The death of David Coleman at the age of 87 signs off an already distant era when television broadcasts of Britain's national sporting events – the so-called "crown jewels" – were almost the sole and exclusive preserve of the BBC. Coleman was the very embodiment of that pre-eminence. As the corporation's champion sports presenter through much of the second half of the 20th century, he had an enthusiastic, knowing, taut professional style and a crisp, classless delivery that seemed all-pervading. In addition, he was the pathfinding master of ceremonies for such long-running regulars as Grandstand, Sportsnight and A Question of Sport.

In all, Coleman led the BBC's coverage at 16 Olympic games (summer and winter), five World Cup football tournaments and many FA Cup finals and Grand National steeplechases. He realised that the knack of successful television commentary required both passion and brevity, as well as, for the most important passages, bestowing a significantly precise top and tail to frame the occasion for posterity – as in: "This then, the start of the 200 metres of the 1976 Olympic games…" to "Oh, what a run, what a run, truly magnificent!"

Following his final Olympiad at Sydney in 2000, and only months from his 75th birthday, at a ceremony at the International Olympic Committee's base in Lausanne, Switzerland, the IOC president, Juan Antonio Samaranch, pinned to Coleman's lapel the rare Olympic Order medal. The television man was touchingly moved. He was the first broadcaster or journalist ever to be so honoured, joining such lustrous performers on the plinth as Jesse Owens, Fanny Blankers-Koen and Emil Zatopek.

Throughout his broadcasting career, he saw himself as the hard-nosed, everyman-journalist. He was no celebrity presenter, and could be scathingly dismissive about more starry, chummy screen performers chosen more for winsome looks and winning smiles.

Rivals were never comfortable with Coleman. In the mid-1960s when ITV hired the popular, amiable Eamonn Andrews to launch its Saturday afternoon World of Sport magazine programme to take on the BBC's Grandstand, Coleman dismissively told Andrews: "I'll blow you out of the water!" To all intents, that was, mercilessly, what he did.

Similarly, at the end of that decade, when ITV attempted to challenge BBC's football monopoly, Coleman would refuse, before cup finals at Wembley, even to shake the hand when proffered with a "good luck for a good commentary" from the commercial channel's comradely Brian Moore. The two remained distanced rivals for almost 30 years.

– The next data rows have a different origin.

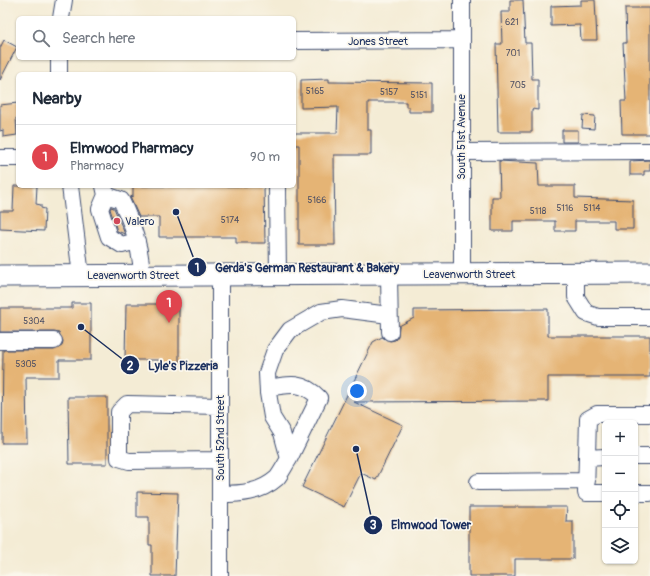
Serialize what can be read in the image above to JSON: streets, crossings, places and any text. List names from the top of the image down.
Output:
{
  "streets": {
    "main road": ["Leavenworth Street"],
    "street": ["Jones Street", "South 51st Avenue", "South 52nd Street"]
  },
  "crossings": [
    ["Jones Street", "South 51st Avenue"],
    ["South 51st Avenue", "Leavenworth Street"],
    ["Leavenworth Street", "South 52nd Street"]
  ],
  "places": [
    "Gerda's German Restaurant & Bakery",
    "Valero",
    "Lyle's Pizzeria",
    "Elmwood Tower"
  ],
  "house_numbers": [
    "621",
    "701",
    "705",
    "5165",
    "5157",
    "5151",
    "5166",
    "5116",
    "5114",
    "5118",
    "5174",
    "5304",
    "5305"
  ],
  "page": {
    "search": "Search here",
    "heading": "Nearby",
    "list": [
      {
        "mark": "1",
        "name": "Elmwood Pharmacy",
        "note": "Pharmacy",
        "value": "90 m"
      }
    ],
    "pins": "1",
    "map_buttons": ["+", "−"]
  }
}
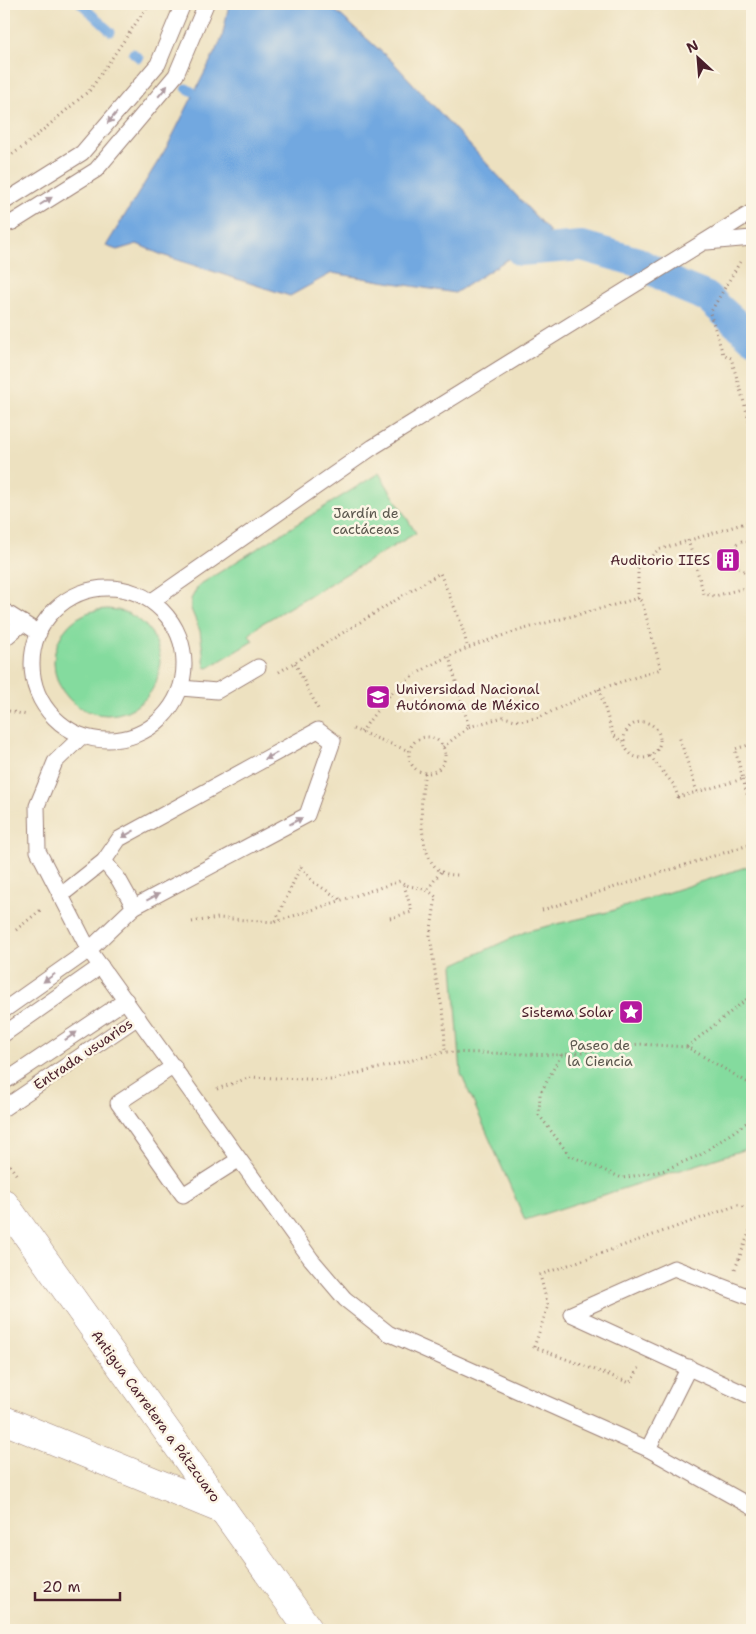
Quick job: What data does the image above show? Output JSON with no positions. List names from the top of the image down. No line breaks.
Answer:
{"streets":{"main road":["Antigua Carretera a Pátzcuaro"],"lane":["Entrada usuarios"]},"parks":["Jardín de cactáceas","Paseo de la Ciencia"],"places":{"building":["Auditorio IIES"],"school or university":["Universidad Nacional Autónoma de México"],"place":["Sistema Solar"]},"scale_bar":"20 m","north":"top left"}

Moore recalled: "All round the world, David offered no real friendship. He was so spiky. If he even said 'hello', it was more with a sneer than a smile. But while his temper was short, his standards were immensely high. His hard edge made him as formidable a journalist as he was an opponent. He knew he was the best and professionally, all said and done, we knew he had set the standard and there was simply nothing we could do but admire and respect his talent."

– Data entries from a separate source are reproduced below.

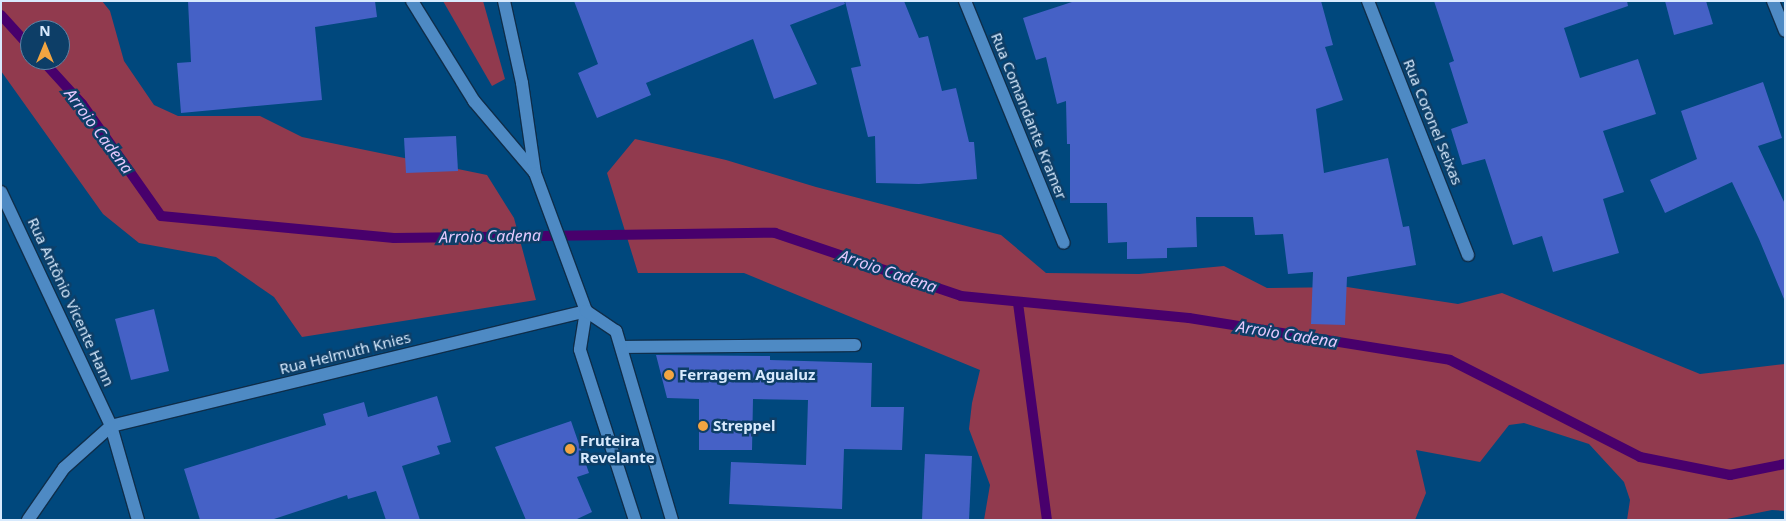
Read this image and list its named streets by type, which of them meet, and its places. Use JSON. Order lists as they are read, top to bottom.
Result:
{
  "streets": {
    "street": [
      "Rua Comandante Kramer",
      "Rua Coronel Seixas",
      "Rua Antônio Vicente Hann",
      "Rua Helmuth Knies"
    ]
  },
  "crossings": [
    ["Rua Antônio Vicente Hann", "Rua Helmuth Knies"]
  ],
  "water": ["Arroio Cadena"],
  "places": ["Ferragem Agualuz", "Streppel", "Fruteira Revelante"],
  "north": "top"
}
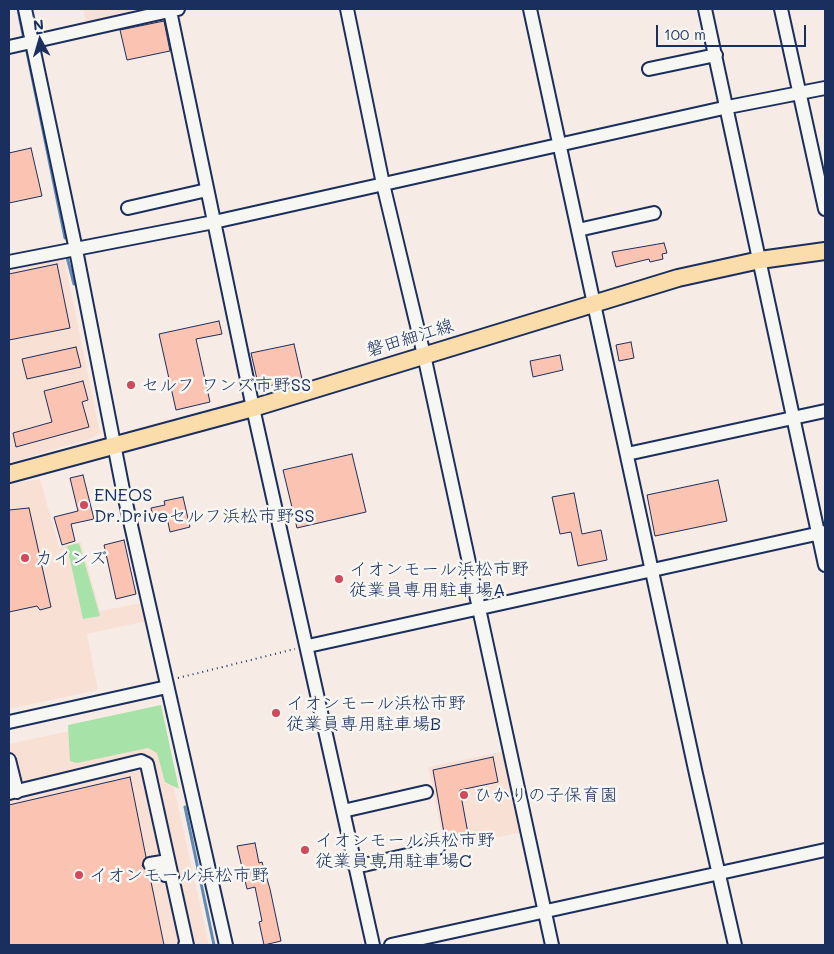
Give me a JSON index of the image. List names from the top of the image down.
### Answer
{
  "streets": {
    "main road": ["磐田細江線"]
  },
  "places": [
    "セルフ ワンズ市野SS",
    "ENEOS Dr.Driveセルフ浜松市野SS",
    "カインズ",
    "イオンモール浜松市野 従業員専用駐車場A",
    "イオンモール浜松市野 従業員専用駐車場B",
    "ひかりの子保育園",
    "イオンモール浜松市野 従業員専用駐車場C",
    "イオンモール浜松市野"
  ],
  "scale_bar": "100 m",
  "north": "top"
}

When the fledgling BBC television service resumed after the second world war, it was still very much the corporation's junior service, available only in parts of the south-east, with its performers recruited occasionally from radio, though more usually, it seemed, from the officers' mess or the old boy network. Certainly, up in Cheshire, young Coleman had never seen television as a boy. His route was to be journalism's traditional one.

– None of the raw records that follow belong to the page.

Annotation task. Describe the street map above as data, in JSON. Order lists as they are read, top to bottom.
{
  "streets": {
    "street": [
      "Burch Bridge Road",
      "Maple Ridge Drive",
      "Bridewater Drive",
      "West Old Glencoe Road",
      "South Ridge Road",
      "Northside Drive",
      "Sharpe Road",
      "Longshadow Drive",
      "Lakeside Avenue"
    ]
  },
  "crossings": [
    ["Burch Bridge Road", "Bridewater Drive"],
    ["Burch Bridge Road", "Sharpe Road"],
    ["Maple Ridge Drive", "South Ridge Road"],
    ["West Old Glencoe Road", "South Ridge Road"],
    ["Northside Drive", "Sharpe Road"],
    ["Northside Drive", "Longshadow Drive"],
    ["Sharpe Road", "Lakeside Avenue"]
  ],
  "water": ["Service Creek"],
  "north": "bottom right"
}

He was born in Alderley Edge, into a family that hailed from County Cork, and he went to a local grammar school. An introduction as a trainee on his local Stockport Express gave him an entree, followed by call-up for two years of national service in 1946, into the army's newspaper unit, where he had postings in West Germany and east Africa.

On demobilisation, he joined Kemsley newspapers in Manchester before becoming a youthful editor of the weekly Cheshire County Press. He was a gifted amateur runner and in 1949 won the annual Manchester Mile, at the time, he would insist, the only non-international ever to have done so. After injuries prevented him from entering trials for the 1952 British Olympic team, he wrote to the BBC.

By 1953, Coleman was putting in regular scriptwriting shifts in the BBC northern region's Manchester newsroom, and the following year joined its staff in Birmingham, concentrating on sport in the Midlands. At once came the opportunity of which ambitious juniors dream.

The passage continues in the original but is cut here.